Reporting in departments
The use of a reporting tool is always a good idea when the various reporting challenges are to be addressed in a constructive and cross-departmental manner.
A good data basis is crucial for this.
Our experts support you in establishing or optimizing any type of reporting initiative. Together, we anchor reporting in the various departments. Departments have different requirements for reporting and reporting tools.
Let’s look at some examples below:
Management Reporting and Controlling
Management reports provide a 360-degree view of the company's relevant KPIs. They are an important basis for decision-making and must provide the correct information quickly and intuitively. Financial and non-financial information is provided in the dimensions of the actual balance sheet, plan and forecast in the form of regular standard as well as ad hoc reports.
Sales reports provide an overview of relevant KPIs ranging from geo-reporting to individual customer views and sales performances. Sales reporting includes annotations by sales staff on their interactions individual customer contacts and provides information on customers, customer needs, sales opportunities, cross-selling and up-selling potentials, current workload, and profitability of sales activities.
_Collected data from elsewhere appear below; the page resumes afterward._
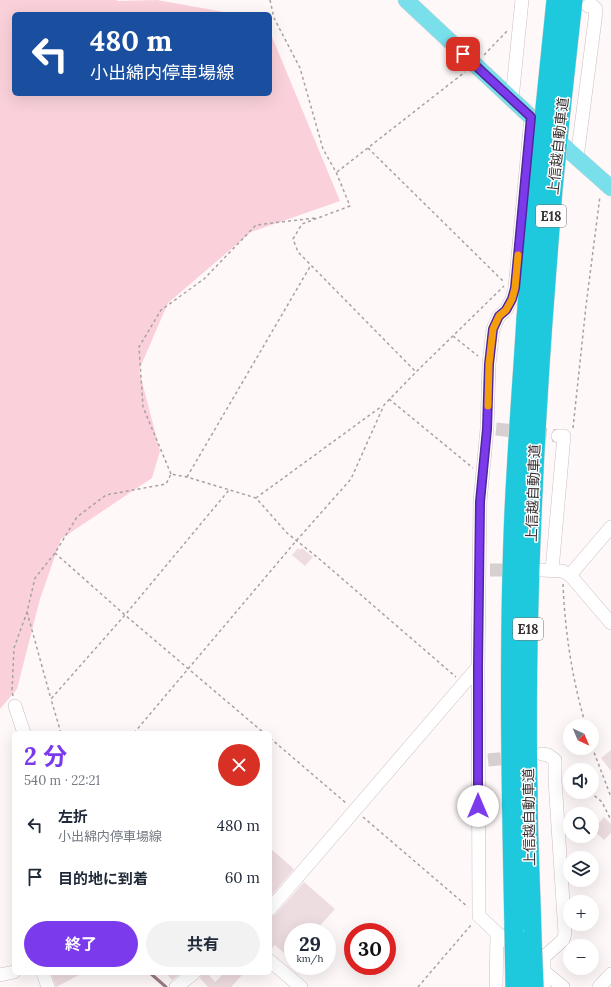 <!DOCTYPE html>
<html lang="ja">
<meta charset="utf-8">
<style>
body{margin:0;font-family:Lora,"Noto Sans JP",serif;background:#f2f2f3;color:#1f2937;height:100vh;display:flex;flex-direction:column;font-size:15px;white-space:nowrap}
*{box-sizing:border-box;margin:0}
p{font-size:13px;color:#747a83}
.icon{flex:none;width:22px;height:22px;fill:none;stroke:currentColor;stroke-width:2;stroke-linecap:round;stroke-linejoin:round}
.map{position:relative;flex:1;overflow:hidden}
.side{position:absolute;left:12px;top:731px;width:260px;height:244px;display:flex;flex-direction:column;background:#fff;border-radius:6px;box-shadow:0 4px 16px #0002}
.side>*{flex:none}
.hud{position:absolute;left:12px;top:12px;width:260px;height:84px;border-radius:6px;box-shadow:0 4px 16px #0002;background:#1a4fa0;color:#fff;overflow:hidden}
.needle{width:26px;rotate:136deg}
.tools{position:absolute;left:563px;top:719px;display:grid;gap:8px}
.tools a{display:grid;place-items:center;width:36px;height:36px;border-radius:50%;background:#fff;box-shadow:0 4px 16px #0002;font-size:20px}
.speed{position:absolute;left:284px;top:923px;display:flex;gap:8px;font-size:20px;font-weight:700;text-align:center}
.speed>*{display:grid;place-content:center;width:52px;height:52px;border-radius:50%;background:#fff;box-shadow:0 4px 16px #0002;line-height:1}
.speed small{font-size:10px;font-weight:400}
.speed .limit{border:6px solid #d22;background:#fff;color:#111}
.pin{position:absolute;display:grid;place-items:center;width:34px;height:34px;color:#fff;margin:-17px;border-radius:8px;box-shadow:0 2px 6px #0006}
.me{position:absolute;width:44px;margin:-22px;rotate:0deg;stroke-linejoin:round;filter:drop-shadow(0 0 3px #0008)}
.turn{display:flex;align-items:center;gap:14px;height:84px;padding:0 12px;font-size:18px}
.turn .icon{width:52px;height:52px;stroke-width:2.5}
.turn b{display:block;font-size:28px;line-height:34px}
.round{display:grid;place-items:center;flex:none;width:42px;height:42px;border-radius:21px;background:#f2f2f3}
.head{display:flex;align-items:center;justify-content:space-between;height:68px;padding:0 12px}
h1{font-size:24px;font-weight:700;line-height:30px;color:#7c3aed}
.button{display:flex;gap:8px;margin-top:auto;padding:8px 12px}
.button a{flex:1;height:46px;border-radius:24px;background:#7c3aed;color:#fff;font-size:16px;font-weight:700;line-height:46px;text-align:center}
.button a+a{background:#f2f2f3;color:#1f2937}
ul{padding:0;list-style:none}
li{display:flex;align-items:center;gap:12px;height:52px;padding:0 12px}
li div{flex:1}
li b{display:block;font-size:15px}
li em{font-style:normal}
.map>svg:first-child{display:block}
</style>
<div class="map">
<svg width="611" height="987" viewBox="0 0 611 987">
<rect width="100%" height="100%" fill="#fff8f9"/>
<path fill="#fad1da" d="M0,0H116L118,1L157,0L235,14H14V94H270V32L340,201L251,232L168,303L139,370L160,451L152,478L61,539L40,599L17,689L0,709Z"/>
<g fill="none" stroke-linecap="round" stroke-linejoin="round">
<path stroke="#9a7a82" stroke-width="3" d="M150,973L166,987"/>
</g>
<path fill="#eddce0" d="M298,548L300,550L302,548L313,557L305,566L292,555Z
M611,750V771L601,758Z
M604,817L611,824V833L604,840L593,830Z
M270,848L294,869L270,897Z
M304,882L335,909L314,932H293V961L275,945L270,951V917L273,916L276,914Z
M51,973H83L56,987Z
M166,973H181L172,980Z
M202,973H207L215,982L224,973H244L231,987H208L200,978Z"/>
<g fill="none" stroke-linecap="round" stroke-linejoin="round">
<path stroke="#d7d0d1" stroke-width="13" stroke-dasharray="13 6" stroke-linecap="butt" d="M496,429L558,436
M490,570H519
M488,760L519,757"/>
<g stroke="#cebec1" stroke-width="14">
<path id="minor" d="M512,99L522,0
M531,117L515,288L512,299L506,310L499,316L493,329L489,364L487,429L480,502L478,667L479,916L497,933L563,987
M577,158L595,20L596,9L593,6H588
M541,570L562,571L570,575L611,623
M552,570L564,436H558
M570,575L611,527
M15,706L24,733
M542,754L548,755L555,760V780L565,933L563,940L544,957V987
M270,909L478,667
M270,961L301,987
M43,973L48,987
M0,975L14,972
M176,987L194,973
M496,987L497,933
M599,987L611,974"/>
</g>
<g stroke="#d7d6d6" stroke-width="17">
<path id="major" d="M406,0L531,117L611,188"/>
</g>
<g stroke="#d7d6d6" stroke-width="20">
<path id="highway" d="M545,108L556,0
M561,110L573,0
M514,930C511,791 508,651 514,512C517,447 522,383 526,318
M532,936C531,888 528,840 528,791C525,634 532,478 543,321"/>
</g>
<path stroke="#a8a1a2" stroke-width="1.5" stroke-dasharray="3 3" stroke-linecap="butt" d="M270,0L274,18L300,68L323,149L336,172L350,206L302,224L293,239L298,252L416,372
M484,55L508,30
M368,148L504,282
M337,172L465,72
M453,336L478,356
M389,399L473,468
M573,428L586,306L600,196
M171,474L143,407L139,347L161,310L204,279L256,225L315,218
M187,477L311,265
M256,498L382,406
M55,553L125,615L264,733
M563,584C565,632 572,679 586,726
M27,612L51,699
M13,696L12,690L14,648L27,612L35,578L55,553L77,517L106,495L166,484L171,474L187,477L256,498L287,533L317,557L456,677
M61,733L51,699L125,615L229,490
M134,733L296,541L351,479L384,405L416,372L504,286
M270,738L346,803
M592,747L611,797
M590,792L602,802L611,820
M363,817L468,907
M418,987L471,925"/>
<use href="#minor" stroke="#fff" stroke-width="13"/>
<use href="#major" stroke="#78dfeb" stroke-width="16"/>
<use href="#highway" stroke="#1ec9de" stroke-width="19"/>
<g stroke="#d7d6d6" stroke-width="20" stroke-linecap="butt">
<path id="highway-bridge" d="M526,318L537,185L545,108
M543,321L553,189L561,110
M514,930L515,987
M532,936L534,987"/>
</g>
<use href="#highway-bridge" stroke="#1ec9de" stroke-width="19"/>
</g>
<g fill="none" stroke-linecap="round" stroke-linejoin="round">
<g stroke="#51269a" stroke-width="10">
<path id="route" d="M463,54L531,117L515,288L512,299L506,310L499,316L493,329L489,364L487,429L480,502L478,667V806"/>
</g>
<use href="#route" stroke="#7c3aed" stroke-width="7"/>
<path stroke="#f59e0b" stroke-width="7" d="M488,406L489,364L493,329L499,316L506,310L512,299L515,288L518,255"/>
</g>
<g text-anchor="middle" stroke-width="3" stroke-linejoin="round" paint-order="stroke">
<g fill="#fff" stroke="#736e70" stroke-width="1">
<rect x="536" y="205" width="30" height="22" rx="3"/>
<rect x="513" y="618" width="30" height="22" rx="3"/>
</g>
<g font-size="13" font-weight="bold" fill="#373032">
<text x="551" y="221">E18</text>
<text x="528" y="634">E18</text>
</g>
<g font-size="14" fill="#373032" stroke="#fff">
<text transform="translate(558 146) rotate(-84)" y="5">上信越自動車道</text>
<text transform="translate(533 493) rotate(-88)" y="5">上信越自動車道</text>
<text transform="translate(529 817) rotate(-91)" y="5">上信越自動車道</text>
</g>
</g>
</svg>
<div class="tools">
<a><svg class="needle" viewBox="-14 -14 28 28"><path d="M0-13l5 13h-10z" fill="#e53935"/><path d="M0 13l5-13h-10z" fill="#747a83"/></svg></a>
<a><svg class="icon" aria-label="sound" viewBox="0 0 24 24"><path d="M4 9h4l5-4v14l-5-4H4zM17 9q2 3 0 6"/></svg></a>
<a><svg class="icon" aria-label="search" viewBox="0 0 24 24"><circle cx="10" cy="10" r="6"/><path d="M15 15l6 6"/></svg></a>
<a><svg class="icon" aria-label="layers" viewBox="0 0 24 24"><path d="M12 4l9 5-9 5-9-5zM3 14l9 5 9-5"/></svg></a>
<a>+</a>
<a>−</a>
</div>
<div class="speed"><div>29<small>km/h</small></div><div class="limit">30</div></div>
<div class="pin" style="left:463px;top:54px;background:#d93025"><svg class="icon" aria-label="arrive" viewBox="0 0 24 24"><path d="M6 21V4h12l-3 4 3 4H6"/></svg></div>
<svg class="me" style="left:478px;top:806px" viewBox="-20 -20 40 40"><circle r="19" fill="#fff"/><path d="M0-13L10 11 0 6-10 11z" fill="#7c3aed"/></svg>
<div class="hud">
<div class="turn"><svg class="icon" aria-label="left" viewBox="0 0 24 24"><path d="M17 20v-9H6M10 6l-5 5 5 5"/></svg><div><b>480 m</b>小出綿内停車場線</div></div>
</div>
<section class="side">
<div class="head"><div><h1>2 分</h1><p>540 m · 22:21</p></div><a class="round" style="background:#d93025;color:#fff"><svg class="icon" aria-label="close" viewBox="0 0 24 24"><path d="M6 6l12 12M18 6L6 18"/></svg></a></div>
<ul>
<li><svg class="icon" aria-label="left" viewBox="0 0 24 24"><path d="M17 20v-9H6M10 6l-5 5 5 5"/></svg><div><b>左折</b><p>小出綿内停車場線</p></div><em>480 m</em></li>
<li><svg class="icon" aria-label="arrive" viewBox="0 0 24 24"><path d="M6 21V4h12l-3 4 3 4H6"/></svg><div><b>目的地に到着</b></div><em>60 m</em></li>
</ul>
<div class="button"><a>終了</a><a>共有</a></div>
</section>
</div>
To provide the best possible customer service, process owners, process managers and service managers need information on the performance status and development of IT services. This includes control and target achievement metrics for the processes, operational level, services and business.
HR Reporting is the collection and analysis of key personnel figures in the HR area. This enables managers to always have an overview of all employee data, such as the human capital return on investment (HCROI), net profit (NOPAT) per full-time equivalent (FTE), average personnel expenses, sickness and fluctuation rate, age structure and the proportion of trained employees per year.
Financial reports provide information on profitability, liquidity as well as stability of a company and support management in corporate planning. Predefined planning processes and an intuitive and understandable application accelerate budget planning and forecast planning.
The regulatory requirements for reporting are ever increasing. Some became more stringent, such as Solvency II for insurance companies and the required Solvency Capital Requirements (SCR) metrics. The Minimum Requirements for Risk Management (MaRisk) also require extensive data provision.